PRESS RELEASE
August 2, 2013
Christine
K. Trease, 435-613-5757: christine.trease@usu.edu
Solving a Dinosaur
Quandary with Modern Methods
Ever since the discovery in 1909 of
what is now called Dinosaur National Monument in 1909, people have wondered how
the thousands of fossilized dinosaur bones accumulated. In the first of its kind in-depth study, Utah
State University Eastern paleontologist Kenneth Carpenter thinks he may finally
have the answer.
“I approached this study differently
than has been done in the past,” Carpenter said, “by including old archival
photographs, letters, maps, and notebooks of Carnegie Museum paleontologist
Earl Douglass.” Douglass is credited with the discovery of the site, which
President Woodrow Wilson made into a National Monument in 1915. Laboring for 13
years, Douglass and a small team of men removed hundreds of tons of fossilized
bones from near Vernal, Utah and shipped them east to the Carnegie Museum in
Pittsburgh, Pennsylvania.. Carpenter noted that the most complete skeletons on
display at the Carnegie Museum come from the large portion of the rocky
hillside stripped away by Douglass. “What remains today is only a small portion
of what was originally there,” Carpenter added. As a result, Carpenter believes
that any study of the current quarry at the Monument Visitor Center can only
tell a small part of the story.
Studying the sandstone that still
adheres to some of the dinosaur bones Douglass had collected, as well as
conducting field work in and around the Quarry Visitor Center, Carpenter
realized that the dinosaur bones did not accumulate in a lazy meandering river
as some geologists thought, but in a braided river like the Platte River in
southern Nebraska. By using freely available software by the Army Corps of
Engineers, Carpenter modeled on a computer the ancient river that ran through
the quarry (the Quarry River) after the Platte River. Seeding the bottom of the
virtual river with dinosaur bones, Carpenter was amazed that hundreds of bones
scattered across a section of river bottom had a greater influence on the river
than a single large dinosaur carcass. Carpenter also used a strain gauge to
measure the amount of force needed to move weighed casts of various dinosaur
bones along the river bottom. These results gave an estimate of the amount of
water flow and the speed of the ancient river that would have been needed to
move the bones downstream from their carcasses.
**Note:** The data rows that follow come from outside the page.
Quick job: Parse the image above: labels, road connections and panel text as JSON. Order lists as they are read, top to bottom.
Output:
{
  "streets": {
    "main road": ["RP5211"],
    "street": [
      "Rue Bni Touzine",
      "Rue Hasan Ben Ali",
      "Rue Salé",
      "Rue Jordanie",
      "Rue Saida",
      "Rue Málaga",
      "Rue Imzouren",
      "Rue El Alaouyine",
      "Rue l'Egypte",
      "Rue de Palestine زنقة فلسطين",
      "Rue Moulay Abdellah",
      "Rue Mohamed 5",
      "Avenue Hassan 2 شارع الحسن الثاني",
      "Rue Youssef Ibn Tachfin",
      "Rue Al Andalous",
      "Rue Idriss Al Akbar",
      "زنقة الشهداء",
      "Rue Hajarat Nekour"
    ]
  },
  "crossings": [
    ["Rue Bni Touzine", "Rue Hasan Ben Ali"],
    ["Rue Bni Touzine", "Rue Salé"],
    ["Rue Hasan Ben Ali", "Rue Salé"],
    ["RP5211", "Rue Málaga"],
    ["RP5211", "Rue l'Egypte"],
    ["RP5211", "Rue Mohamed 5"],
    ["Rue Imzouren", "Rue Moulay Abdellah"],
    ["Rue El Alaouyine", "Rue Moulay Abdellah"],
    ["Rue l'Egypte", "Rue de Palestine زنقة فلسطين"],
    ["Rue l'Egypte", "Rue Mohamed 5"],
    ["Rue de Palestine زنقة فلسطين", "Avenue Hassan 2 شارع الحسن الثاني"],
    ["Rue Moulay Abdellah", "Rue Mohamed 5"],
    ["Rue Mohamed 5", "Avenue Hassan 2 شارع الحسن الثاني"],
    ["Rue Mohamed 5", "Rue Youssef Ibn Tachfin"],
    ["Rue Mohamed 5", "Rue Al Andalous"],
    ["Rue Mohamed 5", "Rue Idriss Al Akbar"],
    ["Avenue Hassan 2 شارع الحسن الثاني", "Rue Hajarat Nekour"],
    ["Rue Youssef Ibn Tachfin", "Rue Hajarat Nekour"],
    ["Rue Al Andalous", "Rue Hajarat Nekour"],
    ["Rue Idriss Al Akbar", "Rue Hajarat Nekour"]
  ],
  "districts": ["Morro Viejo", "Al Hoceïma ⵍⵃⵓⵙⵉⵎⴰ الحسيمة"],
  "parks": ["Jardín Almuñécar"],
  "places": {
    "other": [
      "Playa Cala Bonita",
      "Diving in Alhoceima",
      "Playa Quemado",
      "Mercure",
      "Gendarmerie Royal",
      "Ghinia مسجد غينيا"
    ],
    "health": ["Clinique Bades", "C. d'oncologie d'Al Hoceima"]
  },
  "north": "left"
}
Carpenter also concluded that the
alignment of bones indicated the ancient river flowed south-southeast. This
interpretation is based on a new map of the bone deposits created using
Douglass’ original quarry map, supplemented with archival photographs of the
excavations by Douglass and some taken later in the 1950s and 1960s by the
National Park Service.
Previous studies concluded that the
Quarry River flowed to the east, “But that was because people were not looking
at the whole picture,” Carpenter said. “This interpretation of the type of
river and the direction of flow is also supported by the elongate shape of underwater
sand dunes like those seen in the Platte River.” These dunes preserved in the
sandstone can be seen in the archival photographs, as well as in and around the
Visitor Center Quarry. To see them, however, “you have to tilt your head to see
the sandstone beds as if they were horizontal, the way they were deposited,”
Carpenter added. Today, the beds are tipped at an angle of 70 degrees, which is
what makes viewing the dinosaur bone deposit possible today in the new Visitor
Center. The new building was opened in October, 2011, after 18 months of
construction to replace the condemned fifty year-old visitor center.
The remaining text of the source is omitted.